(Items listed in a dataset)

((

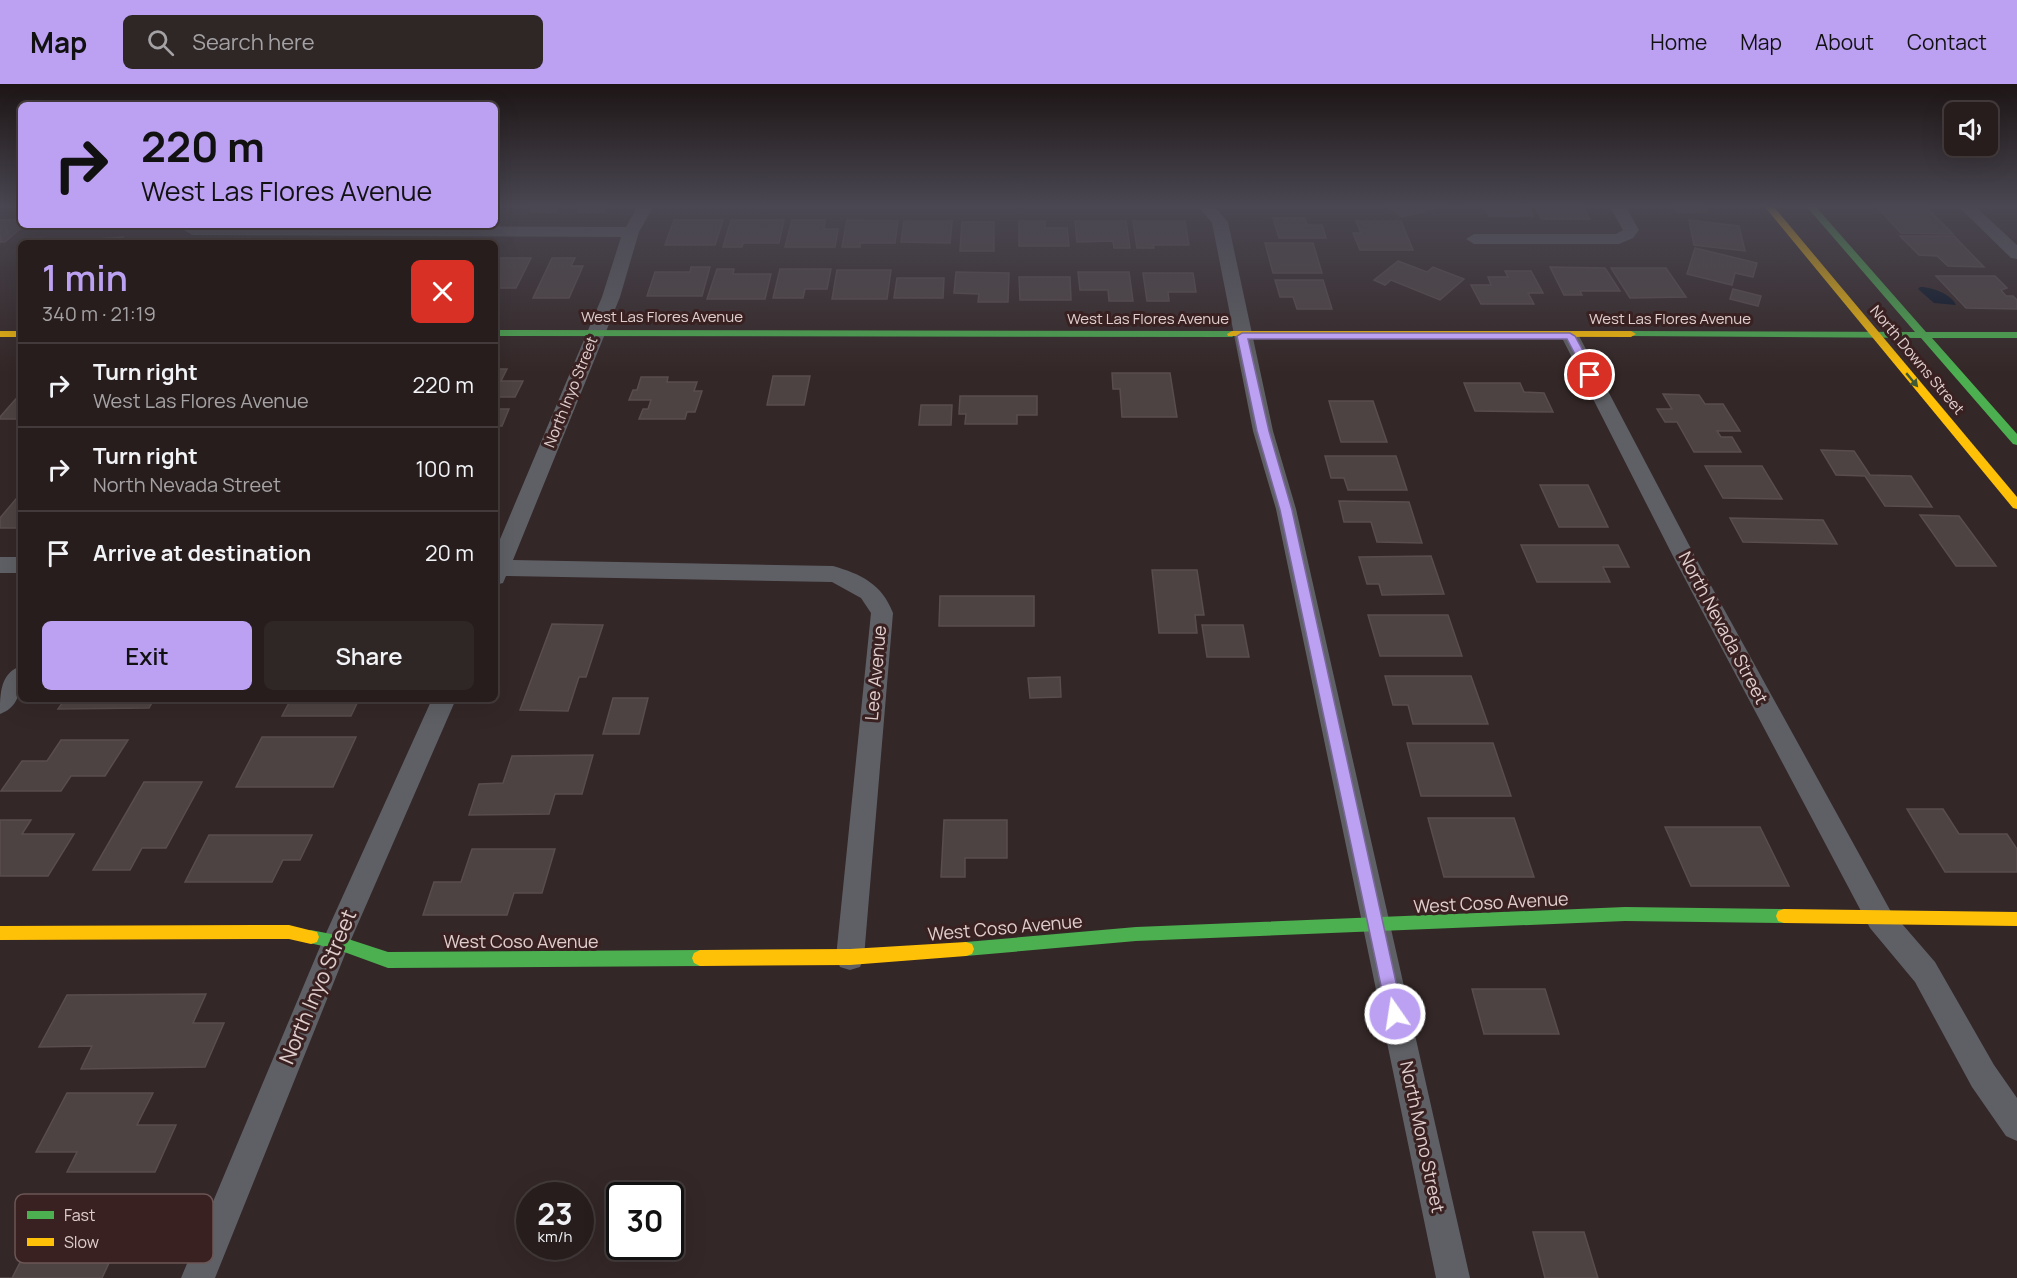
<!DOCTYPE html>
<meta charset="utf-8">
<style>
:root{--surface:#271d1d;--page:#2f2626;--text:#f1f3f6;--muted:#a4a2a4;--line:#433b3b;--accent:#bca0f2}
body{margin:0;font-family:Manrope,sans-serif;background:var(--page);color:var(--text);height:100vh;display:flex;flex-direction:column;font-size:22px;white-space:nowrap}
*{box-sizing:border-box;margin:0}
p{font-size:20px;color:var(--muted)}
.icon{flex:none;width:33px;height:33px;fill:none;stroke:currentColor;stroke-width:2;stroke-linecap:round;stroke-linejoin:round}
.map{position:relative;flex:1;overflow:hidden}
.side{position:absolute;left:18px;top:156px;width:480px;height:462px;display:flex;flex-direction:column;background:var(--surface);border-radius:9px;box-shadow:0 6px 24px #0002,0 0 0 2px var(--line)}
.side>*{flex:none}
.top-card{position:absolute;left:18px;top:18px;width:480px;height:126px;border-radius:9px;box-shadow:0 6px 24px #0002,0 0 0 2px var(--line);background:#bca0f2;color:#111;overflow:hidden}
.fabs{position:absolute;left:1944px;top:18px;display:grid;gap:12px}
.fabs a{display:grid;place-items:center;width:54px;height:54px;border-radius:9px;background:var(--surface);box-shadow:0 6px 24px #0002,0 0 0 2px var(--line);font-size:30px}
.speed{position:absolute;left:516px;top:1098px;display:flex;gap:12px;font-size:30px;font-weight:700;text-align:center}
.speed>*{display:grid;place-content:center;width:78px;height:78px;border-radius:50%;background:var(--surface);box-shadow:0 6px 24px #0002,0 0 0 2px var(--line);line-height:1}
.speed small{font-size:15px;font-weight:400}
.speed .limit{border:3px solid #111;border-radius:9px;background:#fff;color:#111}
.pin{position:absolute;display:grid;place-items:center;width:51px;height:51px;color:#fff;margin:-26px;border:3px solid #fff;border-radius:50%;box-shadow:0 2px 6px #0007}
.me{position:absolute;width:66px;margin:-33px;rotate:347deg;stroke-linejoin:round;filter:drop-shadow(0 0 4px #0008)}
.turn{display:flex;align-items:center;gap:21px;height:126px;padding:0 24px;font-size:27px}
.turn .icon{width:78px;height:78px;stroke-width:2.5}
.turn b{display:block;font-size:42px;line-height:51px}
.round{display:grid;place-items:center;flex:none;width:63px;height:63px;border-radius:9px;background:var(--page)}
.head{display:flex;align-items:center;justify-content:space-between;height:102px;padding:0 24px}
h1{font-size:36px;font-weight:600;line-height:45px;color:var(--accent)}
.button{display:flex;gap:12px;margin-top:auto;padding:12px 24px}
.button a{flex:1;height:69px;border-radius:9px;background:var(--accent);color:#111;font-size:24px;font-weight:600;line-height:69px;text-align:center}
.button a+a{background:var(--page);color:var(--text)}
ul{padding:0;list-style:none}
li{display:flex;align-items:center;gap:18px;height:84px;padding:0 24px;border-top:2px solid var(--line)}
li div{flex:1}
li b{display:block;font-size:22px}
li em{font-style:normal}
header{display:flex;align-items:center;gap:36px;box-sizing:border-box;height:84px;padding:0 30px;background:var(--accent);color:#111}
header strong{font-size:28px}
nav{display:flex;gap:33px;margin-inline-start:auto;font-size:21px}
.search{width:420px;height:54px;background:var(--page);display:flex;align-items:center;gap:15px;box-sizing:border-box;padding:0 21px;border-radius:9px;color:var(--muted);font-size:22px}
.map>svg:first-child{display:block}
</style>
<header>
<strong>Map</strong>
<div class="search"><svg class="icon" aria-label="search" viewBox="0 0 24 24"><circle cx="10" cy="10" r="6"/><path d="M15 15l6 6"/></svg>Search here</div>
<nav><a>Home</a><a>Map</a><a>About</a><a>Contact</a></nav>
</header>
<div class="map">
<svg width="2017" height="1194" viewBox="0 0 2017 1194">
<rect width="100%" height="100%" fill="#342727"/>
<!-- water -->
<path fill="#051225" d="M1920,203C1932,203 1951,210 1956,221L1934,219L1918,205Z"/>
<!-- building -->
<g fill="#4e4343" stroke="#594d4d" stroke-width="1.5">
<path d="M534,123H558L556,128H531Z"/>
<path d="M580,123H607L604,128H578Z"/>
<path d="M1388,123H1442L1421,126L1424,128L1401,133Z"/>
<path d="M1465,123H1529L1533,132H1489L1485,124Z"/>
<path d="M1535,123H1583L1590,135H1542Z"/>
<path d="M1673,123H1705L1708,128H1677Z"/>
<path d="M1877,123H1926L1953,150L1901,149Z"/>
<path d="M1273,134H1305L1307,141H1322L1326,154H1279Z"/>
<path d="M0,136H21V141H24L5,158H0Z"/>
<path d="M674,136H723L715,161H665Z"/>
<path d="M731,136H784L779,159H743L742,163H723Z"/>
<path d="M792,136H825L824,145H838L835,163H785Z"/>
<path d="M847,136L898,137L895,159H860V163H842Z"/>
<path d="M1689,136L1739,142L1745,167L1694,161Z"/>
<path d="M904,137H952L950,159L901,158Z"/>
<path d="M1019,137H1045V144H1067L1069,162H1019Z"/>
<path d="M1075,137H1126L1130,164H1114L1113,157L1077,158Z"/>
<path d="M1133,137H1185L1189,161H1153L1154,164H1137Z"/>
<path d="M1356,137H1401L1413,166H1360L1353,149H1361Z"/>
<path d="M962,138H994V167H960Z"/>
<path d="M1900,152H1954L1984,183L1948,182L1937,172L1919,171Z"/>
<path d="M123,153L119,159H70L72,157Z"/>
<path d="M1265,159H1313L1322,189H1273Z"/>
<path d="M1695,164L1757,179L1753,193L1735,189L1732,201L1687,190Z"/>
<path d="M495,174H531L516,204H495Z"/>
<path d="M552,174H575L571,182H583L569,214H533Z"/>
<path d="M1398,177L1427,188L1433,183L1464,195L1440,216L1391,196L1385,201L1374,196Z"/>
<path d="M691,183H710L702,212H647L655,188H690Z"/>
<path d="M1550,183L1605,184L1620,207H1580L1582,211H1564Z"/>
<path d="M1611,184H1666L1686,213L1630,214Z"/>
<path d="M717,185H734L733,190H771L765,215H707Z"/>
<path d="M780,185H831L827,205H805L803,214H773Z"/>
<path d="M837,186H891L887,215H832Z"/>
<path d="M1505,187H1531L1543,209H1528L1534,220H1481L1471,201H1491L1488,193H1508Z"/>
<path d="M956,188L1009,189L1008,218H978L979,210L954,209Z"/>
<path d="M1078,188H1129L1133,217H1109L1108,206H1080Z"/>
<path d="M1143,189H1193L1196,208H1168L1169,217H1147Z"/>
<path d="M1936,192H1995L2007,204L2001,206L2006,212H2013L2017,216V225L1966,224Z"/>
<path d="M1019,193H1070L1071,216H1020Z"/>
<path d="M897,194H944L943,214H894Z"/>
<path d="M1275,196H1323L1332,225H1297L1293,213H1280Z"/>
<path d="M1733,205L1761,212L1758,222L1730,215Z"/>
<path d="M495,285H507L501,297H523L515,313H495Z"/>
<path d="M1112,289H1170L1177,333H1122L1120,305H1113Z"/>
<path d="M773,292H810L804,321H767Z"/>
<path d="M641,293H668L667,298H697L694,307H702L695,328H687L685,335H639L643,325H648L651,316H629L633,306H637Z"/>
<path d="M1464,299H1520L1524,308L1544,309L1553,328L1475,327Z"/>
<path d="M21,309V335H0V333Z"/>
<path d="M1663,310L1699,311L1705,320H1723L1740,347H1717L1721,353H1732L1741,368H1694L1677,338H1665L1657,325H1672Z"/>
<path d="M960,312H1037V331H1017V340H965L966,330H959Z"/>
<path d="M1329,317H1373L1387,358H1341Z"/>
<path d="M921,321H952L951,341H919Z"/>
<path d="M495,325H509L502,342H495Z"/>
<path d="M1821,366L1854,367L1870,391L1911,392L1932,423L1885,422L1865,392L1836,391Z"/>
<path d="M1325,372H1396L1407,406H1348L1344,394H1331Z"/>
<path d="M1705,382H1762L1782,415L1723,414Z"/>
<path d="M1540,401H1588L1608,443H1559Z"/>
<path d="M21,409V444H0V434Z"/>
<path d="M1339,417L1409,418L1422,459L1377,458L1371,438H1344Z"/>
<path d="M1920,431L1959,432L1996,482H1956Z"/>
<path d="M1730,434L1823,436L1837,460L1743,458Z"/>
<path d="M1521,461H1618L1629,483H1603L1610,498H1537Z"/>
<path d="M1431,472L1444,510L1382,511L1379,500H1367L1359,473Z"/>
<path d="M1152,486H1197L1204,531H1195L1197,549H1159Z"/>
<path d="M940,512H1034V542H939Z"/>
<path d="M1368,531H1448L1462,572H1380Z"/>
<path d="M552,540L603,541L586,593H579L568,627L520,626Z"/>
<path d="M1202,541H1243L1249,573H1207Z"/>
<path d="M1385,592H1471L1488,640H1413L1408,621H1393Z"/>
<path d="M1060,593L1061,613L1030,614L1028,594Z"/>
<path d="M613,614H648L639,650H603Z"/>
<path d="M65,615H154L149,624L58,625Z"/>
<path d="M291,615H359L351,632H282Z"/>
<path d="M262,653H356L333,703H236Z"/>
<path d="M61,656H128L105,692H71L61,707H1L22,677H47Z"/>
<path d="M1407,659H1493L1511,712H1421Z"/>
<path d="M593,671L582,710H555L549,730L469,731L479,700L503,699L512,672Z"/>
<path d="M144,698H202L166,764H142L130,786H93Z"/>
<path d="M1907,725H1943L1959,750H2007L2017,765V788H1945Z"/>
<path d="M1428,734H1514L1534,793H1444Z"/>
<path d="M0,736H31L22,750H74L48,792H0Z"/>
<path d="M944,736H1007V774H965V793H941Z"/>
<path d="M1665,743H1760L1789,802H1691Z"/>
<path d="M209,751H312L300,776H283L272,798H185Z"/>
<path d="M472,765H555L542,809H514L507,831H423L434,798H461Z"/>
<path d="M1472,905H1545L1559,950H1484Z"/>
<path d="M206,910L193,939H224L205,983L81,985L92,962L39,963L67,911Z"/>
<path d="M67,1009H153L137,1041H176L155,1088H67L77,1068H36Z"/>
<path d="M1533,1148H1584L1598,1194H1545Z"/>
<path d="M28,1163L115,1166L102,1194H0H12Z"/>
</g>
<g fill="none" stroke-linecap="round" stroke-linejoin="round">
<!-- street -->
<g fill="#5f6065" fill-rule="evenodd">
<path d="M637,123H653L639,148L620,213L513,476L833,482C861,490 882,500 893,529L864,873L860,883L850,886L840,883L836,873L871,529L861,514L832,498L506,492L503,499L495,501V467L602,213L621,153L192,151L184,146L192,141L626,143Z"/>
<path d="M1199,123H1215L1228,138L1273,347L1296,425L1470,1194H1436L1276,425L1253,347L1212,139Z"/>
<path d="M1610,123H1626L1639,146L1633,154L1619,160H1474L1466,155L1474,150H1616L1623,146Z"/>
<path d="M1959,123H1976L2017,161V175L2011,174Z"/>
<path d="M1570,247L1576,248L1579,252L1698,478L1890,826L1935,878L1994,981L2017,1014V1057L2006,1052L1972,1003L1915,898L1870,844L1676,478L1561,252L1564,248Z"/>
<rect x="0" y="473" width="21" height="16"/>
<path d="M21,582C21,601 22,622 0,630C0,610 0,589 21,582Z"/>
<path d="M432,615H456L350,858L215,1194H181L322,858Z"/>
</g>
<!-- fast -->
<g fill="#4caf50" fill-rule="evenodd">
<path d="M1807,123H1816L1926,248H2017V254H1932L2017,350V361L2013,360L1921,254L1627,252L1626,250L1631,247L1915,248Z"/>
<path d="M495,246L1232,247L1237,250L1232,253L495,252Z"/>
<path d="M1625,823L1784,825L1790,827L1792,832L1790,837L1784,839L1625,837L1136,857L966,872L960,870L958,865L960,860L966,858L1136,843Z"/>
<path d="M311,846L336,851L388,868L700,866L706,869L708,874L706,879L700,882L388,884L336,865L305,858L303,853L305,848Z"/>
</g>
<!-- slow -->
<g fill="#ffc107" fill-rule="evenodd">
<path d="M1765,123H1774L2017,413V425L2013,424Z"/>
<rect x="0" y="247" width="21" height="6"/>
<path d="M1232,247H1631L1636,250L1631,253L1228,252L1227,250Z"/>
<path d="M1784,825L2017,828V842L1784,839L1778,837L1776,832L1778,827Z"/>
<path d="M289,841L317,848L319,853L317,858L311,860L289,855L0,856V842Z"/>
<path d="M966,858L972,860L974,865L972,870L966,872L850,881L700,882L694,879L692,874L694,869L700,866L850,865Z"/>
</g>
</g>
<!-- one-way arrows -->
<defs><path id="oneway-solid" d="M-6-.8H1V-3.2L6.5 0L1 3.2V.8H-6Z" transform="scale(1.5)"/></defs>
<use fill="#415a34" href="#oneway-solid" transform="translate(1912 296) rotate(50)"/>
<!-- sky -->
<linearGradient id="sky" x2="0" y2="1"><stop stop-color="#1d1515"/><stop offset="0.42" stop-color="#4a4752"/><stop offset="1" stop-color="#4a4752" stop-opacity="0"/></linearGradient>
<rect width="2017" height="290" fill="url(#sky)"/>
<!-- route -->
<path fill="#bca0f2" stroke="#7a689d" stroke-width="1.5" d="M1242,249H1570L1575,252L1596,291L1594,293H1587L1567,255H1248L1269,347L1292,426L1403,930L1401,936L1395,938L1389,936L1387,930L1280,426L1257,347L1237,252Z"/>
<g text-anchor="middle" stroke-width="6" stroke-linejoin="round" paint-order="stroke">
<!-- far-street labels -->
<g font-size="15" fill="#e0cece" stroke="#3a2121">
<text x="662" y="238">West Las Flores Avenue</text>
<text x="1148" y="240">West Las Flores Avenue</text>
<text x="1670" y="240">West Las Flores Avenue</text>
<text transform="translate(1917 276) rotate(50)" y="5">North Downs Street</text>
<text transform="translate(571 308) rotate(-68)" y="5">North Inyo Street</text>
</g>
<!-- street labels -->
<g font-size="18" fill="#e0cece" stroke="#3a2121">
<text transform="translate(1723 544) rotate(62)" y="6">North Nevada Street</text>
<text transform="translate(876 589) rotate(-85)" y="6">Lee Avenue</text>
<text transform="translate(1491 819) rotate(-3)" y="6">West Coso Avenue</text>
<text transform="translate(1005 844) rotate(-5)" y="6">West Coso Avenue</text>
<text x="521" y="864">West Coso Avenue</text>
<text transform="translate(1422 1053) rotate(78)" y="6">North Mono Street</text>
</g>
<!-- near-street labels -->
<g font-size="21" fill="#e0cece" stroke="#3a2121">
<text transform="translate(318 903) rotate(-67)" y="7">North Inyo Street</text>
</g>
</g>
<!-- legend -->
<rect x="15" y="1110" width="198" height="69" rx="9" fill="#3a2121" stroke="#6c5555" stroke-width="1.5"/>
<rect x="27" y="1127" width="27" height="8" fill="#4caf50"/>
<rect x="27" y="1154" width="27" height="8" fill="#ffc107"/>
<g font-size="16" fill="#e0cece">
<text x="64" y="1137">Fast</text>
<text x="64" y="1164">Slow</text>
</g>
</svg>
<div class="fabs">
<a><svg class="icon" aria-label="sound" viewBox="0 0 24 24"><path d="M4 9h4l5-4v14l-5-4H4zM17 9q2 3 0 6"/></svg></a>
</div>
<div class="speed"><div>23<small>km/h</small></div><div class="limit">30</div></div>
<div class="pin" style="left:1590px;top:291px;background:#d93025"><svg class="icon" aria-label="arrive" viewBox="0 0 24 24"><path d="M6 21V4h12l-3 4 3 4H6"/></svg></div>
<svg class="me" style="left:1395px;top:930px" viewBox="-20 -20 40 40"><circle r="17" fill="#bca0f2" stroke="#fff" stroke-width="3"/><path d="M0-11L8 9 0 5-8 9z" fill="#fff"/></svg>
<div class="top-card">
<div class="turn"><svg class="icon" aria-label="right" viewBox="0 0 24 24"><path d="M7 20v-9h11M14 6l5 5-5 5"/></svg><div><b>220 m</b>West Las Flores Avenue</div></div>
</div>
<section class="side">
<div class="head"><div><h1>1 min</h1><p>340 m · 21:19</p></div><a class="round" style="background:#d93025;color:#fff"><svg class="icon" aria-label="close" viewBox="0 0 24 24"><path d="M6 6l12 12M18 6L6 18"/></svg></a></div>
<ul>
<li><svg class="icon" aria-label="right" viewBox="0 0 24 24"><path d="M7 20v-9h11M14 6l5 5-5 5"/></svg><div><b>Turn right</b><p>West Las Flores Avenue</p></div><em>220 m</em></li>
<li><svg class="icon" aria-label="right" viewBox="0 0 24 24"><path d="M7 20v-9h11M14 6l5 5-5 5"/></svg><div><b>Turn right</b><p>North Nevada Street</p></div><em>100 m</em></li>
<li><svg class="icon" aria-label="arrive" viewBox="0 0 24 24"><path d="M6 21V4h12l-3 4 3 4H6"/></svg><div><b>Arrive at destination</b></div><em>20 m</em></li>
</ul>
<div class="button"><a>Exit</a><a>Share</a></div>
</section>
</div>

))

**The task**
Copy out all lines above holding "column".

**Answer**
body{margin:0;font-family:Manrope,sans-serif;background:var(--page);color:var(--text);height:100vh;display:flex;flex-direction:column;font-size:22px;white-space:nowrap}
.side{position:absolute;left:18px;top:156px;width:480px;height:462px;display:flex;flex-direction:column;background:var(--surface);border-radius:9px;box-shadow:0 6px 24px #0002,0 0 0 2px var(--line)}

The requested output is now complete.